Él quiere volver, pero no lo dejan, por lo menos quienes detentan hoy la conducción partidaria. El intendente de Vicente López, Enrique García, no anduvo con vueltas: “Quiero terminar mi carrera siendo radical”, dijo tras reunirse este verano con Ricardo Alfonsín; no obstante, la conducción de la UCR bonaerense no está dispuesta a abrirle las puertas (ni a sus colaboradores), por lo menos hasta que pasen las internas de mitad de año.
Leopoldo Moreau sin eufemismos dijo en el programa radial Pasa de Todo, “creo que García es un enviado de Kirchner para romper el radicalismo”, e ironizó, “dice que después de Jesucristo nadie hizo tantas obras como Kirchner en Vicente López, pero manda a sus empleados municipales al radicalismo”.
“Una cosa es que nosotros promovamos que vuelva todo el mundo a reunificar un partido que le hace falta a la Argentina y otra cosa es que pisemos el palito de la trampa que nos quieren meter los que quieren dividir al partido”, concluyó. De hecho, un intendente que se fue a la Concertación y volvió fue el de San Isidro, Gustavo Posse, a quien el dirigente ve hoy como un aliado del conurbano. Incluso Posse ya tiene al diputado Norberto Erro jugando muy fuerte en Vicente López.
De esta manera, como parte de la normalización del Comité distrital por ahora no habría amnistías para los funcionarios encolumnados con la gestión del “japonés”. En cambio, del ala más moderada – la afín a Alfonsín - no descartan llegar a un consenso.
También hay intereses contrapuestos.

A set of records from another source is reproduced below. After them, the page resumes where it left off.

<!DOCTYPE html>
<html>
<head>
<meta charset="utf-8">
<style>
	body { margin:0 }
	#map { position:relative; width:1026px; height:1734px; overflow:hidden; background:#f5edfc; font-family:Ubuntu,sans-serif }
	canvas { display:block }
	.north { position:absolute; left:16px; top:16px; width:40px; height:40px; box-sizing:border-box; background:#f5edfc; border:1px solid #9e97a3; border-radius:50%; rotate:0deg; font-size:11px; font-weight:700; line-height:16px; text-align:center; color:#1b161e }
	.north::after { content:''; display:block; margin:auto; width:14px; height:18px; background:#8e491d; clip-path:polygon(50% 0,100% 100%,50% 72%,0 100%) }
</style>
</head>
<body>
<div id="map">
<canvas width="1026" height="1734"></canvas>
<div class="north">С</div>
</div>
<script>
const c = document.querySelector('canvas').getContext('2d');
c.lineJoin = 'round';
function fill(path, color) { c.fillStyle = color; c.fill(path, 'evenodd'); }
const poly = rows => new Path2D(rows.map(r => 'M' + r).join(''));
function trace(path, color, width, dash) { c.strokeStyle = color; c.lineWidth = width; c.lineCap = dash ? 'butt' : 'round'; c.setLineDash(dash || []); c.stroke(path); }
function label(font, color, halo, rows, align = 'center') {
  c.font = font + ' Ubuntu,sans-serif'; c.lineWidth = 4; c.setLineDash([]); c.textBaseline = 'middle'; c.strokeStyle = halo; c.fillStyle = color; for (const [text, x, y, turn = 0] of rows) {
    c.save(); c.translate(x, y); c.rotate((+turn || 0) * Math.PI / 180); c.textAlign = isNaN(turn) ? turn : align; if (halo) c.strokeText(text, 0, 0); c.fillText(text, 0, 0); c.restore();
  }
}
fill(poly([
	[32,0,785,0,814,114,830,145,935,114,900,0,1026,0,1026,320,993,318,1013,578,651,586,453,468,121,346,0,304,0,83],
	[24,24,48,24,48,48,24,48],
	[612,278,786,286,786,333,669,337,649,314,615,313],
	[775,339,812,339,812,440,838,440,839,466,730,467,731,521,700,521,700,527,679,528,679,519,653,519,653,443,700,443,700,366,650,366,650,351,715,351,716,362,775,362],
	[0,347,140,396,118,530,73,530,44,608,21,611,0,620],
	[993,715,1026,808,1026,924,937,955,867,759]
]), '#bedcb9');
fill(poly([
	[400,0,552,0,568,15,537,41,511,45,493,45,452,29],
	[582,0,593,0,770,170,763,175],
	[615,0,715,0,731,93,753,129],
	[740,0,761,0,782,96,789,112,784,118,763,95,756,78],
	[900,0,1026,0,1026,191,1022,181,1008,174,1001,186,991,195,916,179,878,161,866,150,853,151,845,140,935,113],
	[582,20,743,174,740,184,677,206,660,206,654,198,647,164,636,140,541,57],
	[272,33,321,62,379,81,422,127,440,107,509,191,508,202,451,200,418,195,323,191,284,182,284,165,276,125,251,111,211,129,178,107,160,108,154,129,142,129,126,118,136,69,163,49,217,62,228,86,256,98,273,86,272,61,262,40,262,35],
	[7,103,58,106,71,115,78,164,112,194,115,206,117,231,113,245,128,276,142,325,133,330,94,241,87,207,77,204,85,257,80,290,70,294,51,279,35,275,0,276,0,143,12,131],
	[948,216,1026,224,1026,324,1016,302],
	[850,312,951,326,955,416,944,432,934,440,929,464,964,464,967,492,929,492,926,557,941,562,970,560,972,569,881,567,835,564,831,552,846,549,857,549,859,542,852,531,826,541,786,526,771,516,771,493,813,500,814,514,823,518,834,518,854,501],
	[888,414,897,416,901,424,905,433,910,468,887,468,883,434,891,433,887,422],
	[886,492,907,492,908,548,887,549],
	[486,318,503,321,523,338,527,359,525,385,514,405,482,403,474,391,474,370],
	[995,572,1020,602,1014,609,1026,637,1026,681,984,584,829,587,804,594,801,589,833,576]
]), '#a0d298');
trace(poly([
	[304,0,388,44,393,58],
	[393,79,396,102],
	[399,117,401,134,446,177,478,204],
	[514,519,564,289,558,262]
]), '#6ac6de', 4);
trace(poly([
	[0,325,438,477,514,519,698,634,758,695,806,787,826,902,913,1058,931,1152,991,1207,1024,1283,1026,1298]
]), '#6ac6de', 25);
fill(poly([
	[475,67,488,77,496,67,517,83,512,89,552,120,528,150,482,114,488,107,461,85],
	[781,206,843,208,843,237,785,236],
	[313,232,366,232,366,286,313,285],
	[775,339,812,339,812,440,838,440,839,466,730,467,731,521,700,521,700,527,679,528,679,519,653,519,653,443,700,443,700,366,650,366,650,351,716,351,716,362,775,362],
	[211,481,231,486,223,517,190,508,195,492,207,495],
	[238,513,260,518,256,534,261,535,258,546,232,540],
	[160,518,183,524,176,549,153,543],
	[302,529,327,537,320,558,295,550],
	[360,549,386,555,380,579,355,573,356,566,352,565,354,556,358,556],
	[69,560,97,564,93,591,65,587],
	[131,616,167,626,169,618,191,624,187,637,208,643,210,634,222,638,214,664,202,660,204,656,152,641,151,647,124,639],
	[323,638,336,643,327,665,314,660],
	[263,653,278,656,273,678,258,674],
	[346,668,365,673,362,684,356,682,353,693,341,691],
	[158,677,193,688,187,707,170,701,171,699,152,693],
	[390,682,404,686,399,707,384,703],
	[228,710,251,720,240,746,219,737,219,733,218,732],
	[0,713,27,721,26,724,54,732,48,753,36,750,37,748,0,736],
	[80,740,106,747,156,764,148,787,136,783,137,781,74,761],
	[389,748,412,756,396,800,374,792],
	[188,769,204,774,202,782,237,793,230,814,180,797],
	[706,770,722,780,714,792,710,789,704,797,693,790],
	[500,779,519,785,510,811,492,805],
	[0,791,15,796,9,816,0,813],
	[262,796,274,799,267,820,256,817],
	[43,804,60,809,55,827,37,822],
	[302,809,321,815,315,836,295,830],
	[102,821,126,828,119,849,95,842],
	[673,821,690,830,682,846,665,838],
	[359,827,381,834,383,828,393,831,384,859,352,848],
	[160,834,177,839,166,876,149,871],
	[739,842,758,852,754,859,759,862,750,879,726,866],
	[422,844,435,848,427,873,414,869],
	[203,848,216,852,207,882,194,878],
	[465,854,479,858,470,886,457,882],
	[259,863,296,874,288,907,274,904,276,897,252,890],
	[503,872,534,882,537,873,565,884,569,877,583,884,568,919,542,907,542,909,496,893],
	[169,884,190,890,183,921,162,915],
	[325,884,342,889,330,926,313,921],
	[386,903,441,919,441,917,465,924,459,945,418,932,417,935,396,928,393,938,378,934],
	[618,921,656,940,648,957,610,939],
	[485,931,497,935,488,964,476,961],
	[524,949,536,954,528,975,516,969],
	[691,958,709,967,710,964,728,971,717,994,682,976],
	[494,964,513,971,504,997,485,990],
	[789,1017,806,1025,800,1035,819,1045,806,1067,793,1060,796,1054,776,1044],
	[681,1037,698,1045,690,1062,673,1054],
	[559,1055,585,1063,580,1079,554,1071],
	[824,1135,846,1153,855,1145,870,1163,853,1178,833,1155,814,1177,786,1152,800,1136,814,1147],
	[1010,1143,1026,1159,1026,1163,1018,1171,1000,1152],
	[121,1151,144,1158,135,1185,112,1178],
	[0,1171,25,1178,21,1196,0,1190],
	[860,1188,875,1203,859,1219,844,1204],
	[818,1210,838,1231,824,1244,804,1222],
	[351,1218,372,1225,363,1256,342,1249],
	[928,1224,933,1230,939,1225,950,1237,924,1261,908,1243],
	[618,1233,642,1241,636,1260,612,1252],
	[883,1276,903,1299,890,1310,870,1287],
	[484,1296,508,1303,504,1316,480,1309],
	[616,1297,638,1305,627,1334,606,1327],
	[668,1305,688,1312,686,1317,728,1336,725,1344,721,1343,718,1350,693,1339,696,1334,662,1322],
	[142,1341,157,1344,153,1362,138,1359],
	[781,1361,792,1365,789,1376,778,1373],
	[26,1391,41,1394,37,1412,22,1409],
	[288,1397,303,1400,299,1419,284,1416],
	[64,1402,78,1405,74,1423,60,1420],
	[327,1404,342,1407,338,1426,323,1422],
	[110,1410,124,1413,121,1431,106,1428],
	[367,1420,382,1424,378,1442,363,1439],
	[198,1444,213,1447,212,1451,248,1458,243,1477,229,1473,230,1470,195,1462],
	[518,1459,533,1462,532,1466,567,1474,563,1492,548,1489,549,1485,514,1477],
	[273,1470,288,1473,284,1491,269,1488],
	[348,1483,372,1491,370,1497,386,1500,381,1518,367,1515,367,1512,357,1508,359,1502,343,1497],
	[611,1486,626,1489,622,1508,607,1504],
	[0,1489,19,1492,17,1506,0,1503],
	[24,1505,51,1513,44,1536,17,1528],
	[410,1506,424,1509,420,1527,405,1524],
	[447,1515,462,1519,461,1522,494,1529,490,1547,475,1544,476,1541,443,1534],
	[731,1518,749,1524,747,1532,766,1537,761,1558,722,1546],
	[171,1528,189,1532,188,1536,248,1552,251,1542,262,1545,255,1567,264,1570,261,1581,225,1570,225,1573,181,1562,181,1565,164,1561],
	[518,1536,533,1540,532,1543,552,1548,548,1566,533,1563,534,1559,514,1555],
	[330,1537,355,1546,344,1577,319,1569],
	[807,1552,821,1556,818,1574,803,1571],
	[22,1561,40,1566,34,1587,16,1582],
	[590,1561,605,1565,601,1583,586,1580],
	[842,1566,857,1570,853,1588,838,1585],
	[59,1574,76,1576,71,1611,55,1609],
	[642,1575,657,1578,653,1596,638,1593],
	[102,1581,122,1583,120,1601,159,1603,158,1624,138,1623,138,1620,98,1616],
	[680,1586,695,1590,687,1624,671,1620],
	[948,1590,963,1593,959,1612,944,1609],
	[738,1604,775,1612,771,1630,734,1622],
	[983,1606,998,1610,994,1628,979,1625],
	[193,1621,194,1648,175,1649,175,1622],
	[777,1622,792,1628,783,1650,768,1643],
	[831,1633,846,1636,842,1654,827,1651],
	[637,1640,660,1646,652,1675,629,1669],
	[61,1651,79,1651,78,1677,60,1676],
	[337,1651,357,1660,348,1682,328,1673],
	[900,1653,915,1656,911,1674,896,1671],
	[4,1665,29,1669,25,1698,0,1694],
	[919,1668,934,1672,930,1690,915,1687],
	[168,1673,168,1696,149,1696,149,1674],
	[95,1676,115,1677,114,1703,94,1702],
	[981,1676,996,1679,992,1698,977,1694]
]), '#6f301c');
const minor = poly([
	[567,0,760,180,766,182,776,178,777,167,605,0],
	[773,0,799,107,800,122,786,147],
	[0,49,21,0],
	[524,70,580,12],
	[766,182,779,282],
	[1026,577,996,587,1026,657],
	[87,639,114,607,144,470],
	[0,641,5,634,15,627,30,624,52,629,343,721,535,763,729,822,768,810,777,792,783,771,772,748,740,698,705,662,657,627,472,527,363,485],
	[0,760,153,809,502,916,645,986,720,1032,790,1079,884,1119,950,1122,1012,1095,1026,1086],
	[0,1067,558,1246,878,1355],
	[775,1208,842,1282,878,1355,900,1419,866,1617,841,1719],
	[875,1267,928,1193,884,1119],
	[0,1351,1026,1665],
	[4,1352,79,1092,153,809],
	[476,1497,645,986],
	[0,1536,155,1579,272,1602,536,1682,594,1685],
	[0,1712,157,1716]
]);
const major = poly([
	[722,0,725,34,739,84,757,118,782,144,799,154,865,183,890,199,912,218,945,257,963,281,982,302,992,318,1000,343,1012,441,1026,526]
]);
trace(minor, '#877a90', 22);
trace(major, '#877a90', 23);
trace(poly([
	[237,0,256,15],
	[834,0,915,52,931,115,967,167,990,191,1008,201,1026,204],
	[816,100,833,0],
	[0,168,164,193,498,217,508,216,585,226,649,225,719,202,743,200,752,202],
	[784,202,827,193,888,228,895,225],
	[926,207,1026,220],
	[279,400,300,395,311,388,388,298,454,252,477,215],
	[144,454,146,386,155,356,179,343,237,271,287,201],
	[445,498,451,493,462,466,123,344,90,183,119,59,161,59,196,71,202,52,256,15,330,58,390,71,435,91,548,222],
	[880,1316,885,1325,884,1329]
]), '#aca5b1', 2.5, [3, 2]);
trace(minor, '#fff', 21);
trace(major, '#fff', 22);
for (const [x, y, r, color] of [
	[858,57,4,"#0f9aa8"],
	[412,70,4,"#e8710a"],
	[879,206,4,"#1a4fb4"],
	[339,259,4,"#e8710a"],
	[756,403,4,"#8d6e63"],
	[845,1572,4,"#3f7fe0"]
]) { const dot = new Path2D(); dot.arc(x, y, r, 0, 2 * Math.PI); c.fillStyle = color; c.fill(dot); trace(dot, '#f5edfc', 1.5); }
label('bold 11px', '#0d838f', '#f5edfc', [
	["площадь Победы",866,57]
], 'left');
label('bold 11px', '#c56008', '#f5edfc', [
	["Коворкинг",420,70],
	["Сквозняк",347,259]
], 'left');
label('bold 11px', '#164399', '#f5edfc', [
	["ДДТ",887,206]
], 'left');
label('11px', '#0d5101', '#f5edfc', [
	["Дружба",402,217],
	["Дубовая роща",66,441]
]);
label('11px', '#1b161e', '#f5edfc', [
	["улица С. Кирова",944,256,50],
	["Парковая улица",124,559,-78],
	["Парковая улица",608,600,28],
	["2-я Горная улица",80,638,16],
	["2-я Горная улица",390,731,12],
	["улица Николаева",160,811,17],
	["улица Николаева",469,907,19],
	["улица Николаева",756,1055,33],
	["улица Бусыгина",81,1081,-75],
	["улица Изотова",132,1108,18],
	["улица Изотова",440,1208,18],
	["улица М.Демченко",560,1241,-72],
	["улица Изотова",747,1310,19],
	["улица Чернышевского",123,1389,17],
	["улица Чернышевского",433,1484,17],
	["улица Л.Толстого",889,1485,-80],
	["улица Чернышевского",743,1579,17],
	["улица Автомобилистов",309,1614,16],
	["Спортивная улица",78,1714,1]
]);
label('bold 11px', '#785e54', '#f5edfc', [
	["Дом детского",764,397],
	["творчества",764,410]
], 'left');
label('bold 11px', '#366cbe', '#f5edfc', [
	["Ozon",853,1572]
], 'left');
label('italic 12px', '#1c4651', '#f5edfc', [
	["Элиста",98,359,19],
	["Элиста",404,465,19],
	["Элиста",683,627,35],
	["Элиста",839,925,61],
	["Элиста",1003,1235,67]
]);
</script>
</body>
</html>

El varias veces legislador y caudillo de zona norte tiene sus propias aspiraciones de conducción partidaria en Provincia. Y García, que presidió en dos oportunidades el comité bonaerense, estaría dispuesto a colaborar para que Moreau se quede con las ganas, por lo que se convierte en un verdadero peligro en la poderosa Primera Sección.